Be out in public long enough, and you’ll attract haters. It doesn’t matter who you are – they’ll find you. The only way to not attract haters is to be so milquetoast that you stand for nothing.
My most recent hater is someone I sparred with online who
then took the time and trouble to find my author’s page and books. They then proceeded to hate on my work
without even reading it. How do I know
this? Because it took them 15 minutes
from the time of our interaction to their engagement with my stuff(ie, not
enough time to read anything).
I take the same approach to haters I do to bad reviews –
mostly ignore them. I only bring up this
one, which I’m not identifying by name or any recognizable characteristics, to
talk about how authors should deal with them(notice I didn’t say famous people,
because not everyone who puts their stuff out in public is “famous”). Oxygen is what your haters want, and if you
deprive them of that, then they can’t spread their hate.
Maybe these are folks who enjoy chaos. Maybe they’re upset that some hold views not
in line with their own(ie, insecurity).
Whatever the reason, they’re looking for validation, and they feel that
any interaction from a pseudo-public figure gives them that validation.
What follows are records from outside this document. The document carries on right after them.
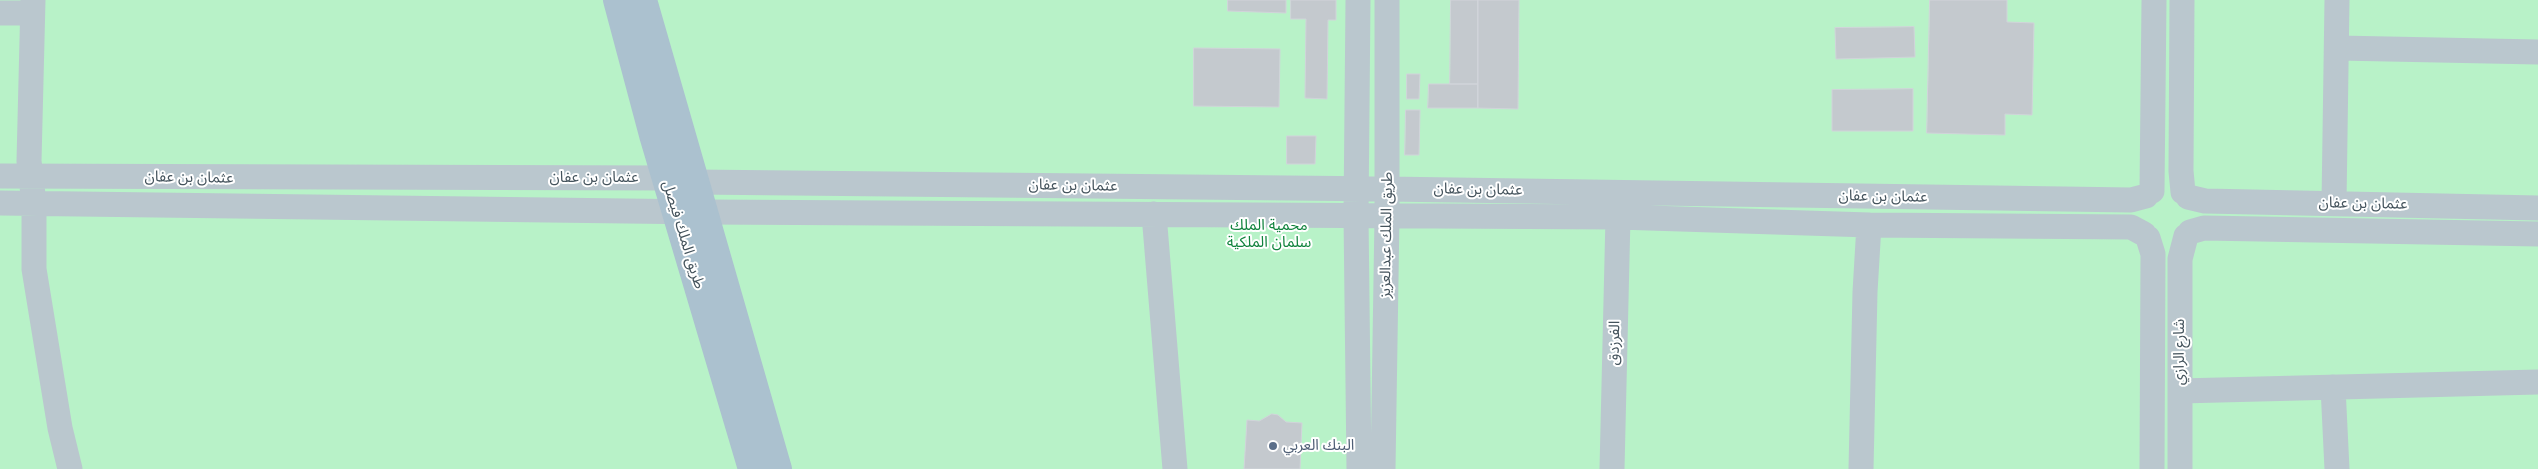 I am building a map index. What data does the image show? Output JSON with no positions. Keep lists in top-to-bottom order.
{
  "streets": {
    "main road": ["طريق الملك فيصل"],
    "street": [
      "عثمان بن عفان",
      "طريق الملك عبدالعزيز",
      "الفرزدق",
      "شارع الرازي"
    ]
  },
  "crossings": [
    ["عثمان بن عفان", "طريق الملك فيصل"],
    ["عثمان بن عفان", "طريق الملك عبدالعزيز"],
    ["عثمان بن عفان", "الفرزدق"],
    ["عثمان بن عفان", "شارع الرازي"]
  ],
  "parks": ["محمية الملك سلمان الملكية"],
  "places": ["البنك العربي"]
}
You cannot win in such a situation by engaging. Unless their behavior is so egregious that
backlash to them would be swift and near-universal, there is no benefit to
engaging because you usually come across as thin-skinned. Some folks can use engagement as a marketing
ploy to attract readers because they know their readers will back them, but
that usually only works for an established author; the rest of us are rolling
the dice, and you have to ask if the temporary satisfaction of engaging is
worth the potential for further chaos.